第208話 ビジョンパルスお姉ちゃんとのお話 その2


 俺の未来が彼女に見えてるのか?

 責任ある立場って……。

 未来の俺、出世してるんだな……なにかで。


 理由のわからない感慨深さに、感心してると、ビジョンパルスはいたずらっぽく微笑み、顔をグイッと近づけてきた。


 良い匂いが鼻腔を侵略し、まるっこい紅瞳が俺の瞳をのぞきこんでくる。

 あと頭の横からズズッと伸びてる尖ってない角先が、コツっと俺の額に当たってる。ちょっと痛い。

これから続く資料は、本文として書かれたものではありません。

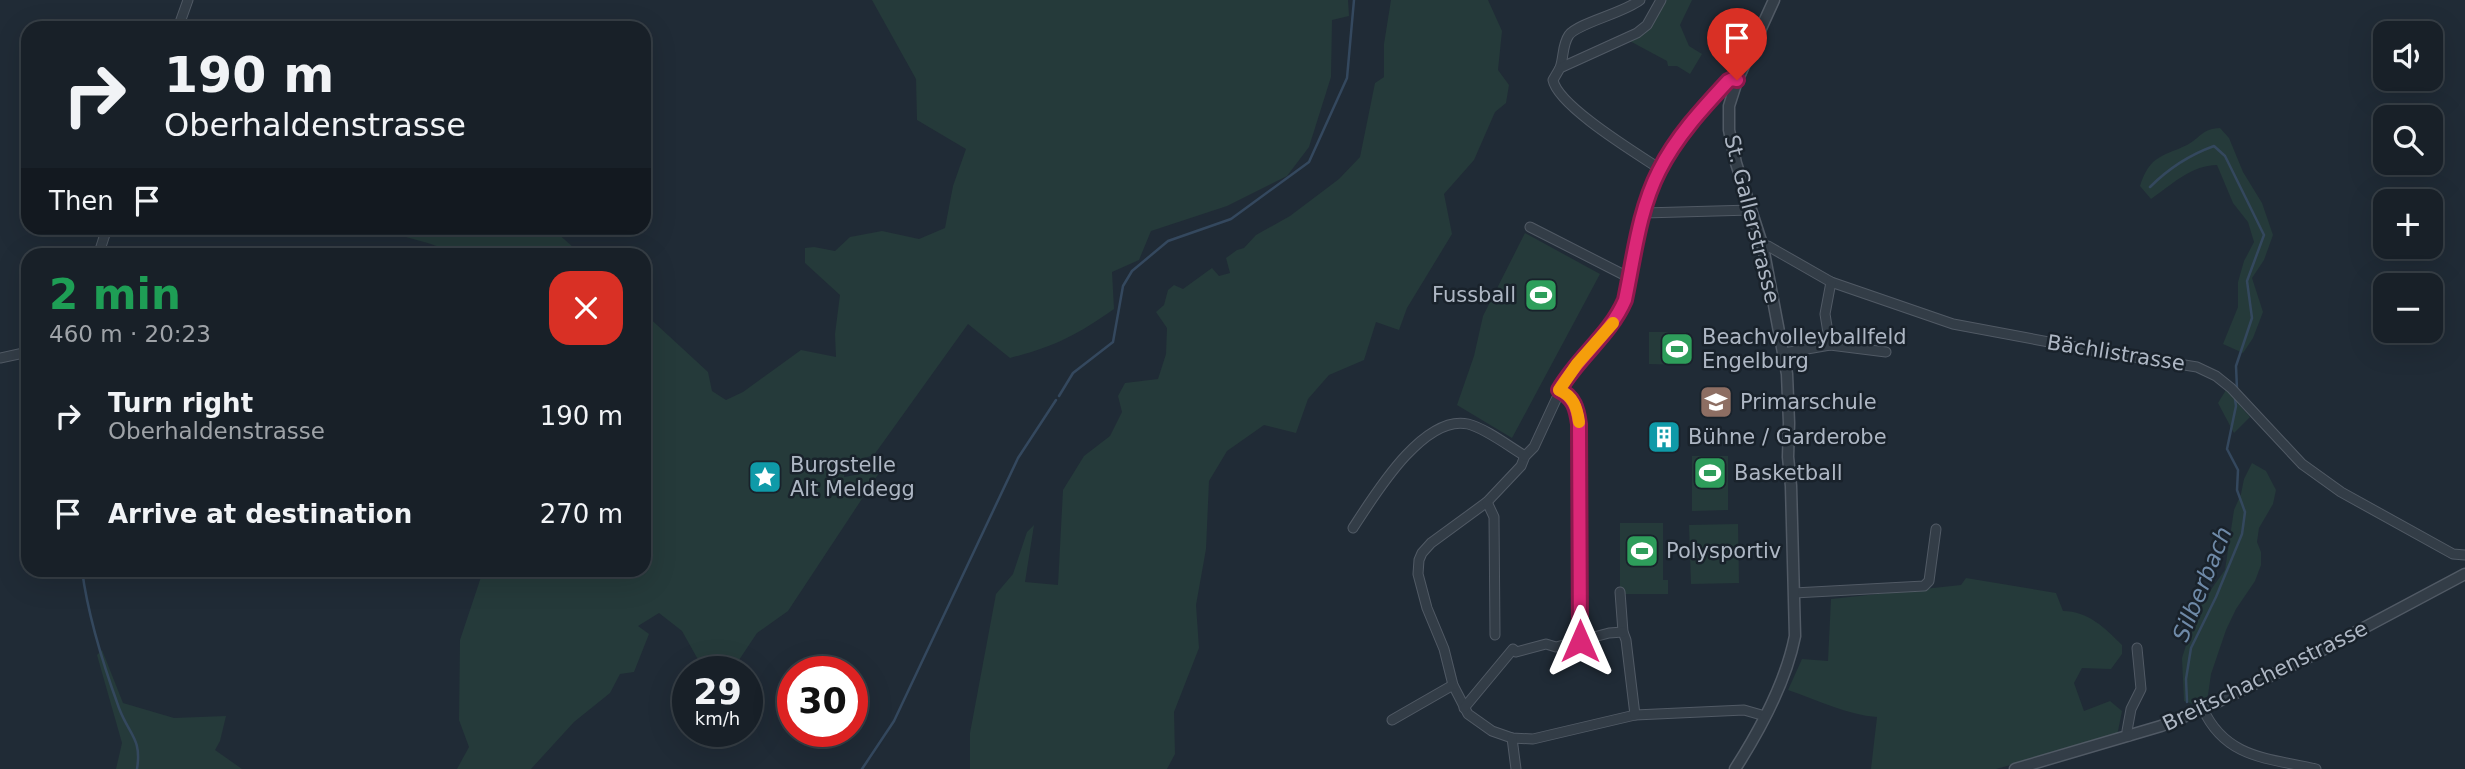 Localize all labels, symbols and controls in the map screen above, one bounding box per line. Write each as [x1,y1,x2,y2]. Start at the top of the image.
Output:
pin [1707,8,1767,80]
icon: arrive [1718,19,1756,57]
map controls [2373,21,2443,343]
button: sound [2373,21,2443,91]
text: 190 m [164,47,334,104]
icon: right [49,49,140,140]
button: search [2373,105,2443,175]
text: Oberhaldenstrasse [164,106,466,144]
street label: St. Gallerstrasse [1719,132,1785,306]
icon: arrive [128,182,166,220]
text: Then [49,186,114,216]
button: + [2373,189,2443,259]
text: 2 min [49,270,181,319]
button: close [549,271,623,345]
button: − [2373,273,2443,343]
sports icon: Fussball [1522,276,1560,314]
place label: Fussball [1432,283,1516,307]
text: 460 m · 20:23 [49,321,211,347]
place label: Beachvolleyballfeld Engelburg [1702,325,1907,373]
sports icon: Beachvolleyballfeld Engelburg [1658,330,1696,368]
street label: Bächlistrasse [2045,330,2187,376]
school or university icon: Primarschule [1697,383,1735,421]
text: Turn right [108,388,253,418]
place label: Primarschule [1740,390,1877,414]
icon: right [49,397,87,435]
text: 190 m [540,401,623,431]
text: Oberhaldenstrasse [108,418,325,444]
building icon: Bühne / Garderobe [1645,418,1683,456]
place label: Bühne / Garderobe [1688,425,1887,449]
place label: Burgstelle Alt Meldegg [790,453,915,501]
sports icon: Basketball [1691,454,1729,492]
place icon: Burgstelle Alt Meldegg [746,458,784,496]
place label: Basketball [1734,461,1843,485]
icon: arrive [49,495,87,533]
text: Arrive at destination [108,499,412,529]
text: 270 m [540,499,623,529]
water label: Silberbach [2167,523,2237,645]
sports icon: Polysportiv [1623,532,1661,570]
place label: Polysportiv [1666,539,1781,563]
position arrow [1543,604,1617,678]
street label: Breitschachenstrasse [2159,616,2371,736]
speed limit sign: 30 [777,656,868,747]
text: 29 [693,672,742,712]
text: km/h [695,708,740,729]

「うん、そう、なるほど。だとしたら、この時点で確定してるよね」

「ぉ、えっと、ビジョン、パルス、さん……近いっていうか、近い……」


 腕がなく、上手く対応できない。

 たぶん、自分が顔真っ赤してる気がするのが、ほんとうに恥ずかしい。


「アーカムちゃん、プライドと世界の命運、両方救う冴えたやり方があるんだ。それは、つまり、ワタシたちが頭を下げず、勝手に世界を救ってくれる正義の秘密結社とかがいたら、最高に都合がいいわけね」

「……正義の秘密結社、ですか」


 急に、肝を冷やすような単語が聞こえてきて、言葉につまり、結局、露骨に黙ってしまう。


「……」

「アーカムちゃん、狩人協会って知ってる?」

「……どうですかね」


 ビジョンパルスが動かないなら、俺が狩人を異空間に招こうと思ってた段階で、迫真の言及。


 嘘が下手くそな不器用みたいに、えらく拙い返事をかえしてしまう。


「ふふ、可愛いなぁ〜よしよし♪」


 頭を撫でられる。負けました。


「いやね、ゲートヘヴェンが言ってたんだよね。『われのアーカム、恐らく狩人に違いない』ってね。ほら、彼さ、嘘くらいなら見抜けるから、さりげない誘導尋問でバレちゃってたんだよ。あ、ちなみにワタシにも嘘は効かないから、そこは気をつけるようにね」

「ゲートヘヴェンさん、鈍感天然系かと思ってたけど、以外とそういうことするんですけね……」

「ふふ、ドラゴンは賢い生物だからね」


 自慢げに鼻を鳴らし、ビジョンパルスは腰に手をあてる。


「というわけで、アーカムちゃん。狩人協会を動かしてくれないかな? ドラゴンクランと竜神会議は、学院内に絶対的に″狩人協会″を入れないくらい、かの秘密結社が嫌いなんだけど、本当の、本当に、仕方がない事態だし、今回は黙認するからさ」

「別に構いませんけど、ぇ、ドラゴンクランってそんなに、狩人協会が嫌いなんですか?」


 そんな事を匂わせる発言を、どこかの誰かがしてたような気がするが、こうまでハッキリ言われると、聞き返さずにはいられない。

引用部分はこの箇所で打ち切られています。